There was another wrenching, we were on the move again. Once more I experienced that icy cold, that sensation of blasting through some unbelievable barrier. Now there was light—dim—gray—yet still enough to cut through the curtain, make me blink. It was below, as if we were aloft in the sky, but it grew larger, brighter, and we were falling toward it being wafted downward, upheld by will—whose will and why?

There was a shock, wrenching my body with such force that I was torn loose from Gathea. That power which imprisoned me carried me away at another angle. Now I might have looked through the eyes of a bird or some winged thing which held itself aloft by swiftly beating wings.

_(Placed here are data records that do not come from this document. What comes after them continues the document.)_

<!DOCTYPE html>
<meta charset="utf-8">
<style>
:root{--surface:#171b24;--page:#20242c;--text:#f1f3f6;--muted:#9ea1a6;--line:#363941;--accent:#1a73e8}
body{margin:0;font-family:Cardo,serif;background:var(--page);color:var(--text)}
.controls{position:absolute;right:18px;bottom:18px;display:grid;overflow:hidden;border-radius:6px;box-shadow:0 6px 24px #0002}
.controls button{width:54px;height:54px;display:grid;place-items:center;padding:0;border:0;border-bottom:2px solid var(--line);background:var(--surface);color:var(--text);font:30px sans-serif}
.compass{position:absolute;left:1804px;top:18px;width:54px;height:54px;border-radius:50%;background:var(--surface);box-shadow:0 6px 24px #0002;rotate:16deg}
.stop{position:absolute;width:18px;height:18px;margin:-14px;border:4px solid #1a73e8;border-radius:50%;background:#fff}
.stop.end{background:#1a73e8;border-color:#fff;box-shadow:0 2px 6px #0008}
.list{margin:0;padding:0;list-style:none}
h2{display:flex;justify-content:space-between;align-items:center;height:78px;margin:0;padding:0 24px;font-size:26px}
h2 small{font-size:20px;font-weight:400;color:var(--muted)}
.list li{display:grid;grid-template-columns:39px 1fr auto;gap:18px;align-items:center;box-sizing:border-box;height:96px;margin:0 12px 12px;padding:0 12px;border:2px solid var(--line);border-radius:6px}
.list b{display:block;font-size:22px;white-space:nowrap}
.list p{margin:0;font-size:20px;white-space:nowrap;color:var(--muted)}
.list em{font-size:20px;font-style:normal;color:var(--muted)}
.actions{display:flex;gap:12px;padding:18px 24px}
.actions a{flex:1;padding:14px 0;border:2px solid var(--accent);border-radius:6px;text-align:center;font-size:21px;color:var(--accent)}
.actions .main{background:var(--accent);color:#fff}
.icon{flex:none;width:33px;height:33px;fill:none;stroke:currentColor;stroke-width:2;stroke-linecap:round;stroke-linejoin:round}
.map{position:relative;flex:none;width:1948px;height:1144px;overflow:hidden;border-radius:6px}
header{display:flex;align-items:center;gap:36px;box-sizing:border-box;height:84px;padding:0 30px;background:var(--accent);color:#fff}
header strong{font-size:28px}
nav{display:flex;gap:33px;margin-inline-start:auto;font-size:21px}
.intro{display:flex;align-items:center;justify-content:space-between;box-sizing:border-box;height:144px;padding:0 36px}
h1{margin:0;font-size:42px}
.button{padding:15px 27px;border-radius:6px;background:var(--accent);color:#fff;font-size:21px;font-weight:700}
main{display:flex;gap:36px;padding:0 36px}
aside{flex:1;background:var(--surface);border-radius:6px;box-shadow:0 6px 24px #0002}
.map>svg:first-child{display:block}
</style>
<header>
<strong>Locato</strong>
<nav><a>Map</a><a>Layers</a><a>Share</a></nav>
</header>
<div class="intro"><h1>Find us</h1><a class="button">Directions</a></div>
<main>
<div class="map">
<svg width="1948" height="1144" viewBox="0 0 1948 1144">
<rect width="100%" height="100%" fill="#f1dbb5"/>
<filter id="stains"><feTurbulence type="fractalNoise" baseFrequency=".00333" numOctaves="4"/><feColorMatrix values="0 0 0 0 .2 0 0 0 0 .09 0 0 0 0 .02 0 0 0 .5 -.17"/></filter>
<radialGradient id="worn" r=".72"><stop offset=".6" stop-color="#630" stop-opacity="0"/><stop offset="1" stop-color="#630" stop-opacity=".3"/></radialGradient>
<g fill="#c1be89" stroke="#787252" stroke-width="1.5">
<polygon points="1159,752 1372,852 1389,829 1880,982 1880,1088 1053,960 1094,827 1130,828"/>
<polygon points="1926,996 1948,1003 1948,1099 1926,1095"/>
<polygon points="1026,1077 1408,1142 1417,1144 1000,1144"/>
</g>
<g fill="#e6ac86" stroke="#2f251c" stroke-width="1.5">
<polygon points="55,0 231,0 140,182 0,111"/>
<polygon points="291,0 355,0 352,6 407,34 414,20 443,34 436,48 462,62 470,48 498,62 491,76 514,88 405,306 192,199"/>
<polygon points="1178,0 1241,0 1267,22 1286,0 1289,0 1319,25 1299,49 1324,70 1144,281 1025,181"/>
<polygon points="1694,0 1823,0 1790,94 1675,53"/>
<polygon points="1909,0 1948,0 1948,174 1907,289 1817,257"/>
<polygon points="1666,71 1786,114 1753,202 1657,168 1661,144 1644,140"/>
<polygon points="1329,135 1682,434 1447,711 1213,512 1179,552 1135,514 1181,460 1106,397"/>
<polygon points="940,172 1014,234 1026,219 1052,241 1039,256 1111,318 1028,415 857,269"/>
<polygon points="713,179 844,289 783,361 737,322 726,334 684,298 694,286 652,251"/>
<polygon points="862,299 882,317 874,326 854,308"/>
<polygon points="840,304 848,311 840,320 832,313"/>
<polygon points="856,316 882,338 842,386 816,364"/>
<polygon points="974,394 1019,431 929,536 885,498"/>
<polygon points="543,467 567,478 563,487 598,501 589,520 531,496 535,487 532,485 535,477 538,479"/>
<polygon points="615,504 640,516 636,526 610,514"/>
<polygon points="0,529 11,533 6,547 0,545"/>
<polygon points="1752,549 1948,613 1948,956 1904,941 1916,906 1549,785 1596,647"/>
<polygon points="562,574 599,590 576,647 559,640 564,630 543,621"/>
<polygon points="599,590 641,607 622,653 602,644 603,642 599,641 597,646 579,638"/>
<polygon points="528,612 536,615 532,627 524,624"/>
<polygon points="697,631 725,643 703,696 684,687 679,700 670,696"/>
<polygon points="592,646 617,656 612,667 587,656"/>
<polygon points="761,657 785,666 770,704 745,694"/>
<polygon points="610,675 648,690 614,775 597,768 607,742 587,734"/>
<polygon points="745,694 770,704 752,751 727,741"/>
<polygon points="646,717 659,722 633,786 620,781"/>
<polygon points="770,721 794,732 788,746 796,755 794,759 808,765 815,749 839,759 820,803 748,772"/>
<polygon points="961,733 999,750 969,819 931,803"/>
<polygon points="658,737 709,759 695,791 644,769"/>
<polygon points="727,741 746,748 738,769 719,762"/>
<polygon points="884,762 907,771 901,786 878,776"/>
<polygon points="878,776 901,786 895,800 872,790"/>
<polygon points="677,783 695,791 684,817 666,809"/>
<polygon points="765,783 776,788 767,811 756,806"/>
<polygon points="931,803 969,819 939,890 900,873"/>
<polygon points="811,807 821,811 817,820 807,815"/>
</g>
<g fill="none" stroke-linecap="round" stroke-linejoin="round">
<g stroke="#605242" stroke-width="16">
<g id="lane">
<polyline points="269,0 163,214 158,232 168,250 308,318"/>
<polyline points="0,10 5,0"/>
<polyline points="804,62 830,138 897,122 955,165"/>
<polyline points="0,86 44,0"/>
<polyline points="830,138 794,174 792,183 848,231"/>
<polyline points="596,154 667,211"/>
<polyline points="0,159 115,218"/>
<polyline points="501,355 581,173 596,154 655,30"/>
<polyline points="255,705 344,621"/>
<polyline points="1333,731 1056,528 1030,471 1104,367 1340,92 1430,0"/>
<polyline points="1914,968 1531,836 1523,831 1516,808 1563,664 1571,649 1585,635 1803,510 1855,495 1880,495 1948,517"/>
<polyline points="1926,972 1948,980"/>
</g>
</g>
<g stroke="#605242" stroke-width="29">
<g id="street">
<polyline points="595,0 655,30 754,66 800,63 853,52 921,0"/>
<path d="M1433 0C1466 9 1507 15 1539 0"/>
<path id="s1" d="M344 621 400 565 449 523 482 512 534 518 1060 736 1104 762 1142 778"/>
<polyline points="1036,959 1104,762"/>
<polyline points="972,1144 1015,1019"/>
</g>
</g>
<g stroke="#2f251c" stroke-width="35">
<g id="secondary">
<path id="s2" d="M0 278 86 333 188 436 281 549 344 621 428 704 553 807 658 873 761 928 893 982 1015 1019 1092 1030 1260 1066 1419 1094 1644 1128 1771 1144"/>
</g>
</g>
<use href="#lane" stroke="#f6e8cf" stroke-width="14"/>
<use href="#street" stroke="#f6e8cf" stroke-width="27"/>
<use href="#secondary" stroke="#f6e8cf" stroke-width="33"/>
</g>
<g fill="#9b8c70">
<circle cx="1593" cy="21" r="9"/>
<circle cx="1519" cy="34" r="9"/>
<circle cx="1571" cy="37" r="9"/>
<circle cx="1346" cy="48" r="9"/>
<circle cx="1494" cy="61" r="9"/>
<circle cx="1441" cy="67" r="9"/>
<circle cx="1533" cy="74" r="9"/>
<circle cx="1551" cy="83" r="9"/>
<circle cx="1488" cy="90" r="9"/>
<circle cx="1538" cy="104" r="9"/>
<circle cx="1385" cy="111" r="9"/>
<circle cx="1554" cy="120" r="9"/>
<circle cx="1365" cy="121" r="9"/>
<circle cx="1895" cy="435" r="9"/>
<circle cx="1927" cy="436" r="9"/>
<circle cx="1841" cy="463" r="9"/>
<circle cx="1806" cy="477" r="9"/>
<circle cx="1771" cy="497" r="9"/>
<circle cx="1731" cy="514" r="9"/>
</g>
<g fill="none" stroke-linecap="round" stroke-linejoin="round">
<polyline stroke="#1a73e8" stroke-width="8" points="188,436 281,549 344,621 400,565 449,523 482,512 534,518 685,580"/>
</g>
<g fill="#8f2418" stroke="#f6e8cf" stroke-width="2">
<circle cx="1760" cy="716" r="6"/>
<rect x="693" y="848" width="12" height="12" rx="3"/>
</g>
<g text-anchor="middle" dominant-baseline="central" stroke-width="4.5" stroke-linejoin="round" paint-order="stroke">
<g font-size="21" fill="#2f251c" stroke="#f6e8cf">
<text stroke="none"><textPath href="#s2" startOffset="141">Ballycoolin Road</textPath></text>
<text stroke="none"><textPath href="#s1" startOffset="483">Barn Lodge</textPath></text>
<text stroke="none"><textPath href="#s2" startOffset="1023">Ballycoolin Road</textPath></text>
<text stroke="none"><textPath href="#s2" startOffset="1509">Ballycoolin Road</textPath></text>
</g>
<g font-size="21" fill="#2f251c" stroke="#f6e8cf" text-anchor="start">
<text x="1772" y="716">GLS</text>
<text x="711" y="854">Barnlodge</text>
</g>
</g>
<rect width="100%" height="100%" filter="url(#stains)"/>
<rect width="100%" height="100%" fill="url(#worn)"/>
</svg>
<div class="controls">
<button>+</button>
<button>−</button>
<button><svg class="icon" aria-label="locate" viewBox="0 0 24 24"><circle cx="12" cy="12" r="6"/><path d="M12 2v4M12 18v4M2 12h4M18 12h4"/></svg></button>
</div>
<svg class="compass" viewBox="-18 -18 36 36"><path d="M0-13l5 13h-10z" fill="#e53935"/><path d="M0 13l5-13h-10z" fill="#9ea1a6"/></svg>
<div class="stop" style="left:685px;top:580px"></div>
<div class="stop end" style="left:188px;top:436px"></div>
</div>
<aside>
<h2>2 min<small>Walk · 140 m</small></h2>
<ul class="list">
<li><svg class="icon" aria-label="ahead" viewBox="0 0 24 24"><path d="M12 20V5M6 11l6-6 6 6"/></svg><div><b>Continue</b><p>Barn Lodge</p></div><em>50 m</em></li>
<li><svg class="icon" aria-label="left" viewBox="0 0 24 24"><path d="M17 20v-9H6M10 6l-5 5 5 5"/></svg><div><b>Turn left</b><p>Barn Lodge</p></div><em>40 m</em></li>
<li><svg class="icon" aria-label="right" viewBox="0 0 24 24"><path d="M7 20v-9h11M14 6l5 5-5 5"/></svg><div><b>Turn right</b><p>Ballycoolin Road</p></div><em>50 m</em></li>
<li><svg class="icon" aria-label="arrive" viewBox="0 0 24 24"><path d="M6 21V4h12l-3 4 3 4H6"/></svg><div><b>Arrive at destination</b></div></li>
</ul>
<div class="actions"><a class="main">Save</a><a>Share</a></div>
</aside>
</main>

Below stood a circle of stone, silver bright, for there were moon’s rays across it. In the center was a block of shining white, so vividly aglow in this light that I would have hidden my eyes from its glare had I had the ability to raise my hands. Again no part of my body would obey my will. On the stone lay someone, a woman. Her hair was outspread behind her head, flowing back over the edge of the stone. She wore no clothing and at first I thought that she might be dead, for I could determine no sign of life in that quiet shape.

Now I saw that there were four pillars set at the four corners of the pavement, each bearing a moon sign—even as there had been in the shrine among the dale hills. Under each of these wavered a thin form which seemed unstable, wraithlike, weaving in and out of human outline. They thickened, became more stable the closer I was borne to their stations.